**WORK ITEM**
Every line below that contains the word "lines" must be copied.

**INPUT MATERIAL**
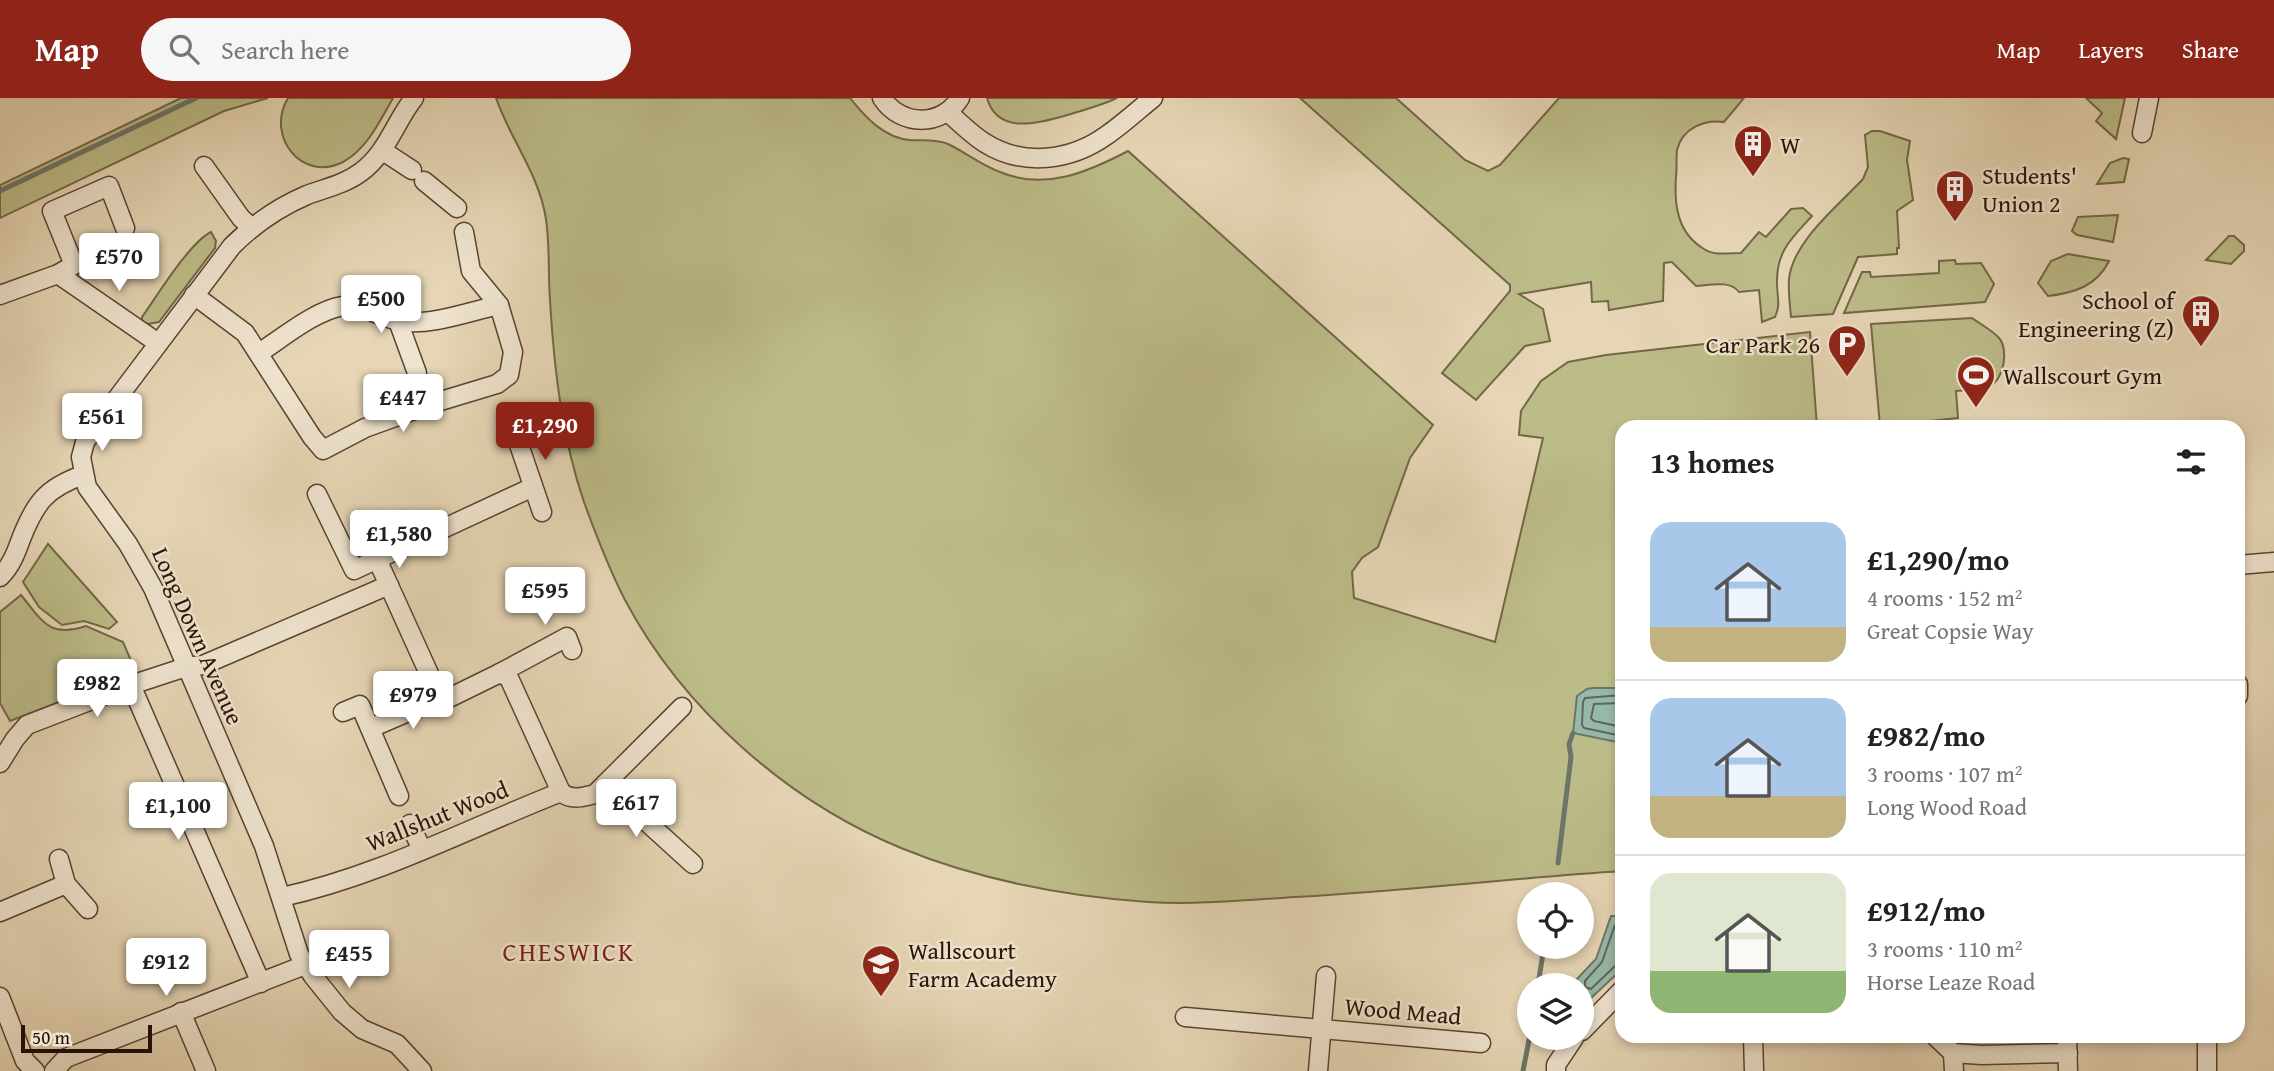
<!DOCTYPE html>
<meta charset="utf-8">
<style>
:root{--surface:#fff;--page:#f6f6f6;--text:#222;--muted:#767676;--line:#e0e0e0;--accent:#8f2418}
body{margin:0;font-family:"Gentium Book Plus",serif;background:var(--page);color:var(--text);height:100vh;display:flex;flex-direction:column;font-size:26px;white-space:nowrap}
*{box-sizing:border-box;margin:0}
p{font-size:23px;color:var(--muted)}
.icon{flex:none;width:38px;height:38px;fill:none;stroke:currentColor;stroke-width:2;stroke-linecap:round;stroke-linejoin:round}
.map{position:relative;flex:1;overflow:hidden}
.panel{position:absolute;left:1615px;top:322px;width:630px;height:623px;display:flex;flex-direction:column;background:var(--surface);border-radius:21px;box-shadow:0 4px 10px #0003}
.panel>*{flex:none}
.fabs{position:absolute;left:1517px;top:784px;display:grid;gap:14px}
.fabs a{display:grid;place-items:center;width:77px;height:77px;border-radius:50%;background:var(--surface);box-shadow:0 4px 10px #0003;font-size:35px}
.scale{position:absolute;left:21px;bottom:18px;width:131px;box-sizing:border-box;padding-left:7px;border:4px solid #2a1206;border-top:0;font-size:19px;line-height:24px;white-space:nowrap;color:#2a1206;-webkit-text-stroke:5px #efe4cf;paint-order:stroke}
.price{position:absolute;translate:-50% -60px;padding:0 16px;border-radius:7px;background:#fff;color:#222;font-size:23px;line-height:46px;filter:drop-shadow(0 2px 4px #0008)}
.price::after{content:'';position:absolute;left:50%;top:42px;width:21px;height:16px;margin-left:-10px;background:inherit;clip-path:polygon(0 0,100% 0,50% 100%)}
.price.selected{background:var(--accent);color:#fff}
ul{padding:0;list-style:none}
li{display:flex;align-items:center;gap:21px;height:175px;padding:0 35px}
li+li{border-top:2px solid var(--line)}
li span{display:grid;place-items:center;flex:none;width:196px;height:140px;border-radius:21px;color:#555}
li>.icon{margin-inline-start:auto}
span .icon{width:84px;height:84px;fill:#fffc;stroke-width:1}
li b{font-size:30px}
h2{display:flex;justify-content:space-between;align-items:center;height:84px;padding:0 35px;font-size:30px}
header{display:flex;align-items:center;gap:42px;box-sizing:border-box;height:98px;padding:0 35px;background:var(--accent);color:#fff}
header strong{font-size:33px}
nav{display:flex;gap:38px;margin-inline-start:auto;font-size:24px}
.search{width:490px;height:63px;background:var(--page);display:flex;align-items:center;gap:18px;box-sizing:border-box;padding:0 24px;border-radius:38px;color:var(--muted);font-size:26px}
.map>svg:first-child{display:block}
.green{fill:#bcbc88;stroke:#736747;stroke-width:2}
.water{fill:#97b9aa;stroke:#6b7668;stroke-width:2}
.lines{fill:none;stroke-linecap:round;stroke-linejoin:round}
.shore{stroke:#606658;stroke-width:2}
.stream{stroke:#6b7668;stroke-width:5}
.minor-casing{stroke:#594332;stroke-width:21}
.minor{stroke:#efe4cf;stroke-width:18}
.labels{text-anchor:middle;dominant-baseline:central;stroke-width:5;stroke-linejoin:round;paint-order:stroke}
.poi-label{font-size:24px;fill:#2a1206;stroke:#efe4cf;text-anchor:start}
.street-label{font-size:24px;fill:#2a1206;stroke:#efe4cf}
.neighbourhood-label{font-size:26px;letter-spacing:2px;fill:#7a1f14;stroke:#efe4cf}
</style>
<header>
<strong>Map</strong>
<div class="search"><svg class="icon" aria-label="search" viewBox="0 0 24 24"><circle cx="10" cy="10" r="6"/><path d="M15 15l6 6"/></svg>Search here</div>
<nav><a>Map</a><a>Layers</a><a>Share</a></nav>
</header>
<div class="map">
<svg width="2274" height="973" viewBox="0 0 2274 973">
<rect width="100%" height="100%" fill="#e6d6b5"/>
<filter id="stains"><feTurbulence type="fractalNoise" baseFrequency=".00286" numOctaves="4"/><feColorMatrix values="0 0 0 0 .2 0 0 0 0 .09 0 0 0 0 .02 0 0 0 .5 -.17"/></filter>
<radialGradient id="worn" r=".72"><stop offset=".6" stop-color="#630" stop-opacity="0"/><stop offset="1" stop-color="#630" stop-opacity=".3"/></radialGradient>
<g class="green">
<polygon points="181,0 268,0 224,13 0,120 0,87"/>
<path d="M 288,0 L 393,0 C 380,23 367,51 343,64 C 302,85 265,38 288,0 Z"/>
<path d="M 496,0 L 850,0 C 865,19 884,40 910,42 C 921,43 937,41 948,46 C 965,54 981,67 1000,74 C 1045,93 1088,74 1128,53 L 1433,327 L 1410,360 L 1378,449 L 1362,460 L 1352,474 L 1354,500 L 1495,544 L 1543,340 L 1519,337 L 1521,313 L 1541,283 L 1568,264 L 1606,257 L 1810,234 L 1817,329 L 1622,329 L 1622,773 C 1513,780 1405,793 1295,799 C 1247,802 1197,807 1148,804 C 1064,798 979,782 901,750 C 787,703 683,611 625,502 C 609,471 596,437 584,404 C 562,340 554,270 550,202 C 548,175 550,148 546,121 C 539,76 510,41 496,0 Z"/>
<path d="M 987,0 L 1117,0 C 1102,7 1087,11 1071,16 C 1042,24 998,39 987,0 Z"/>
<path d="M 1300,0 L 1396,0 L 1465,62 L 1488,73 L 1500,67 L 1559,0 L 1744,0 L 1724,24 C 1705,21 1682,30 1677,52 C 1676,60 1677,70 1676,79 C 1674,106 1677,135 1704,151 C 1714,158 1729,155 1741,155 L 1759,134 L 1766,139 L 1791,111 L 1803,110 L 1812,118 C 1792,140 1776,153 1777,186 C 1777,198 1781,207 1775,219 L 1762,224 L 1759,192 L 1739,194 C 1730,182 1711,187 1696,188 L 1672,164 L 1664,165 L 1663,203 L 1609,212 L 1608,203 L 1592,204 L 1591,184 L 1519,196 L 1543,211 L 1550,243 L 1525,248 L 1476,302 L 1442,275 L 1510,193 L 1510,187 Z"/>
<polygon points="2086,0 2125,0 2116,41 2096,23 2102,15"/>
<path d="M 1872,33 L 1880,33 L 1910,43 L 1907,62 L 1913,102 L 1897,113 L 1899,150 L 1897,150 L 1897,156 L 1858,159 L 1833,216 L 1791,219 C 1790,207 1788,193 1789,181 C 1793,143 1838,108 1863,81 L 1868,69 L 1865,37 Z"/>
<polygon points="2123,60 2129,61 2124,84 2097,86 2110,65"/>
<polygon points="2118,117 2113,144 2077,137 2072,133 2078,119"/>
<path d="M 211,134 L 216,143 L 215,150 L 159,224 L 148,226 L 142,224 L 142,219 C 157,198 190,144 211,134 Z"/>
<polygon points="2229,138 2234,138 2244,147 2244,153 2231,166 2206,162"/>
<path d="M 2068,156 L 2109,163 C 2097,188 2074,195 2048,198 L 2038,185 L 2051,163 Z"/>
<polygon points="1955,162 1956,166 1981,165 1994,186 1985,204 1844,215 1862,174 1870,174 1871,179 1939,175 1939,163"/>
<path d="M 1972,220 C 1980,226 1992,232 1999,240 C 2009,251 2004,283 1989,288 C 1979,292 1966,292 1956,293 L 1958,320 L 1880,328 L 1871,226 Z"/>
<polygon points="48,446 117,524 109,531 84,523 62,527 39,509 23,484"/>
<path d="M 21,497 C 43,524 49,540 86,528 L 123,544 L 136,574 L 10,623 L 0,605 L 0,514 Z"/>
</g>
<g class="water">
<polygon points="1593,590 1622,590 1622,645 1573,635 1577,598 1587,591"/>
<polygon points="1611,818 1622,818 1622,871 1591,900 1582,896 1582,887 1578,887 1576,882 1596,861"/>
</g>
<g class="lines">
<g class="shore">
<polyline points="1622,597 1585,600 1583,604 1582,627 1584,630 1622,638"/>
<polyline points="1622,605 1594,606 1591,620 1594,623 1622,629"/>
<polyline points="1622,825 1615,827 1602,864 1585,883 1585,889 1591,891 1615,868 1622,866"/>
</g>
<g class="stream">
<polyline points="0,93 196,0"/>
<polyline points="163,479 166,478"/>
<polyline points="1558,765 1571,659 1569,646 1573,635"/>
<polyline points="1538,887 1544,849"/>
<polyline points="1523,973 1530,937"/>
</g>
<defs>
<g id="minor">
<path d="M 414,0 C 395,24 387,55 361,74 C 345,86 326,90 307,97 C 279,109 253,127 232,148 L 94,331 L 85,344 L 81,359 L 87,389 L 128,446 L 153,490 L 264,748 L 299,856 L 313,878 L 342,914 L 362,931 L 397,946 L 422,973"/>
<path d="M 882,0 C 901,29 942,29 960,0"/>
<path d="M 948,14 C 960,25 972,37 985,45 C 1023,69 1071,63 1107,37 C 1123,26 1138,12 1153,0"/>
<polyline points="2142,35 2149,0"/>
<polyline points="383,53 412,72"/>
<polyline points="204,68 241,120 252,130"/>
<polyline points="424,83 457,110"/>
<polyline points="58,176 158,245"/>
<polyline points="0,197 58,176 74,167 52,113 109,88 125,130"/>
<polyline points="194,197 245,235 312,339 323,352 365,330 434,305 497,286 509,277 513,254 499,207 471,173 464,134"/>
<polyline points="398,223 417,275"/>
<path d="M 259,255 C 282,240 316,212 343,208 C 364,206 380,220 400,223 C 428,229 471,213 499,207"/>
<polyline points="512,326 542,414"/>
<polyline points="317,396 354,472 533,389"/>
<polyline points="377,461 440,600 449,600 500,575 509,580 561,694"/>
<polyline points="2238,467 2274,464"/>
<path d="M 0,479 C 11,468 16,455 21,441 C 35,405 46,390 83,377"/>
<polyline points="500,575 567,539 572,552"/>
<polyline points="2238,586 2238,598"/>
<polyline points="131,587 261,885"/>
<polyline points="343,614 360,607 399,698"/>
<polyline points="371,630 440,600"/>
<polyline points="0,665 15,641 27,627 131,587 186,569 203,567 389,487"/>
<polyline points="605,686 693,766"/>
<polyline points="410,726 422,752"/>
<polyline points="59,761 66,786 88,811"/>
<path d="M 282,799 C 379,778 469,730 561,694 C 571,703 583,699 595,696 L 682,609"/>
<polyline points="0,814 66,786"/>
<polyline points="0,899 25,963 35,973"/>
<polyline points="181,914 206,973"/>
<polyline points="1185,919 1481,945"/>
<polyline points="1582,933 1622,892"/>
<polyline points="1753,938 1754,973"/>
<polyline points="1935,938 1953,955 1982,957 2068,955"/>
<polyline points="2067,938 2068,973"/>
<polyline points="2207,938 2207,973"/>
<polyline points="1953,955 1954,973"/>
<polyline points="54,973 66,960 305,867"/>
<polyline points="1318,973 1326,878"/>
<polyline points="1556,973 1556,967 1574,940"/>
</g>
</defs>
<use href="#minor" class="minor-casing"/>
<use href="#minor" class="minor"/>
</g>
<defs>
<symbol id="building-pin" viewBox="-11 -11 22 30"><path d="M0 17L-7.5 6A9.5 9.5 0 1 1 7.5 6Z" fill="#8f2418" stroke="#efe4cf"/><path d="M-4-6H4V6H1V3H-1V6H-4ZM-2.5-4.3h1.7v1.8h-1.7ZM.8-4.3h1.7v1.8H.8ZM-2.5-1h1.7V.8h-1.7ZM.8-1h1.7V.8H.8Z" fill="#fff"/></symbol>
<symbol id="parking-pin" viewBox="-11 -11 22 30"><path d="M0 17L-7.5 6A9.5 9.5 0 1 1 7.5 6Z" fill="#8f2418" stroke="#efe4cf"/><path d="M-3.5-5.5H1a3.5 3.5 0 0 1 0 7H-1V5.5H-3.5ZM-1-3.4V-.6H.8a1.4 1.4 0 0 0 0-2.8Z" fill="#fff"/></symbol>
<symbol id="stadium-pin" viewBox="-11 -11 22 30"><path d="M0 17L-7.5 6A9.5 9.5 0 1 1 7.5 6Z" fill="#8f2418" stroke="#efe4cf"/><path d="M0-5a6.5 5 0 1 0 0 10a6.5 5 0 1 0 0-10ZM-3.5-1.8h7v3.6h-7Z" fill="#fff"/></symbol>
<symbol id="school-pin" viewBox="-11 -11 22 30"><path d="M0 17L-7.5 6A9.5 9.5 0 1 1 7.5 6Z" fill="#8f2418" stroke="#efe4cf"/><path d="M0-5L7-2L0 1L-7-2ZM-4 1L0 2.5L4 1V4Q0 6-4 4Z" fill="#fff"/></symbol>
</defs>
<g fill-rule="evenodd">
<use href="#building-pin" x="1731" y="24" width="44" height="60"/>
<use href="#building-pin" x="1933" y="69" width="44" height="60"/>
<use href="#building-pin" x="2179" y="194" width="44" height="60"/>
<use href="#parking-pin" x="1825" y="224" width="44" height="60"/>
<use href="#stadium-pin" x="1954" y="255" width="44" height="60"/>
<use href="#school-pin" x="859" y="844" width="44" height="60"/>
</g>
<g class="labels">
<g class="poi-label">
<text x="1780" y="46">W</text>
<text x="1982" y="77">Students'<tspan x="1982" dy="28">Union 2</tspan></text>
<text x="2174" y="202" text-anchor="end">School of<tspan x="2174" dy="28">Engineering (Z)</tspan></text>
<text x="1820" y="246" text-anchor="end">Car Park 26</text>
<text x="2003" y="277">Wallscourt Gym</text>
<text x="908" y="852">Wallscourt<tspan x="908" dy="28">Farm Academy</tspan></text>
</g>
<g class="street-label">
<text transform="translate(198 538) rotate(66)">Long Down Avenue</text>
<text transform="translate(437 718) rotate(-22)">Wallshut Wood</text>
<text transform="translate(1403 913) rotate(5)">Wood Mead</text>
</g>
<g class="neighbourhood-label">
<text x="569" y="853">CHESWICK</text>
</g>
</g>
<rect width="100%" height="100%" filter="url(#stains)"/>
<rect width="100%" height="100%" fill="url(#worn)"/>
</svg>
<div class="fabs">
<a><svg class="icon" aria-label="locate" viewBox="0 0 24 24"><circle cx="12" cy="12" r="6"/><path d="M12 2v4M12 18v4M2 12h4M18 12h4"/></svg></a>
<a><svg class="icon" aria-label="layers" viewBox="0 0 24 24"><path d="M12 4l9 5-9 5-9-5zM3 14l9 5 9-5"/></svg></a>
</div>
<div class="scale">50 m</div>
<b class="price" style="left:119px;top:195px">£570</b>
<b class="price" style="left:381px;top:237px">£500</b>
<b class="price" style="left:403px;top:336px">£447</b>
<b class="price" style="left:102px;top:355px">£561</b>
<b class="price selected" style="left:545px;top:364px">£1,290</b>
<b class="price" style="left:399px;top:472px">£1,580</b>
<b class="price" style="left:545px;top:529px">£595</b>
<b class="price" style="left:97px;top:621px">£982</b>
<b class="price" style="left:413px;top:633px">£979</b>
<b class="price" style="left:636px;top:741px">£617</b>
<b class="price" style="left:178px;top:744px">£1,100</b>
<b class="price" style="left:349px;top:892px">£455</b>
<b class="price" style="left:166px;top:900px">£912</b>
<section class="panel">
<h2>13 homes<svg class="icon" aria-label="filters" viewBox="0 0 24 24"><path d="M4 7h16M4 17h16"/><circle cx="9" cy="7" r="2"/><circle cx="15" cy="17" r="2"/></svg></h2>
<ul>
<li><span style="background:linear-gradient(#a9c7e8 75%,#c2b280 0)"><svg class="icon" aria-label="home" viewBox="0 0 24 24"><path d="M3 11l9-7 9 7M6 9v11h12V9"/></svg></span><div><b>£1,290/mo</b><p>4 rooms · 152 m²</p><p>Great Copsie Way</p></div></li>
<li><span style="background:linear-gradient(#a9c7e8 70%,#c2b280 0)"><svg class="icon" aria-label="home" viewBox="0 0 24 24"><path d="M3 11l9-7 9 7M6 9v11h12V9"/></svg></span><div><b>£982/mo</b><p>3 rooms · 107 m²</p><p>Long Wood Road</p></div></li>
<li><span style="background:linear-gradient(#dfe7d0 70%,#8fb573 0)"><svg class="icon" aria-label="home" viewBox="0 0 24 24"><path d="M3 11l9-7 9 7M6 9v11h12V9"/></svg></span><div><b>£912/mo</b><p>3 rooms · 110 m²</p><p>Horse Leaze Road</p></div></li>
</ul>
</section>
</div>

**EXERCISE SOLUTION**
.lines{fill:none;stroke-linecap:round;stroke-linejoin:round}
<g class="lines">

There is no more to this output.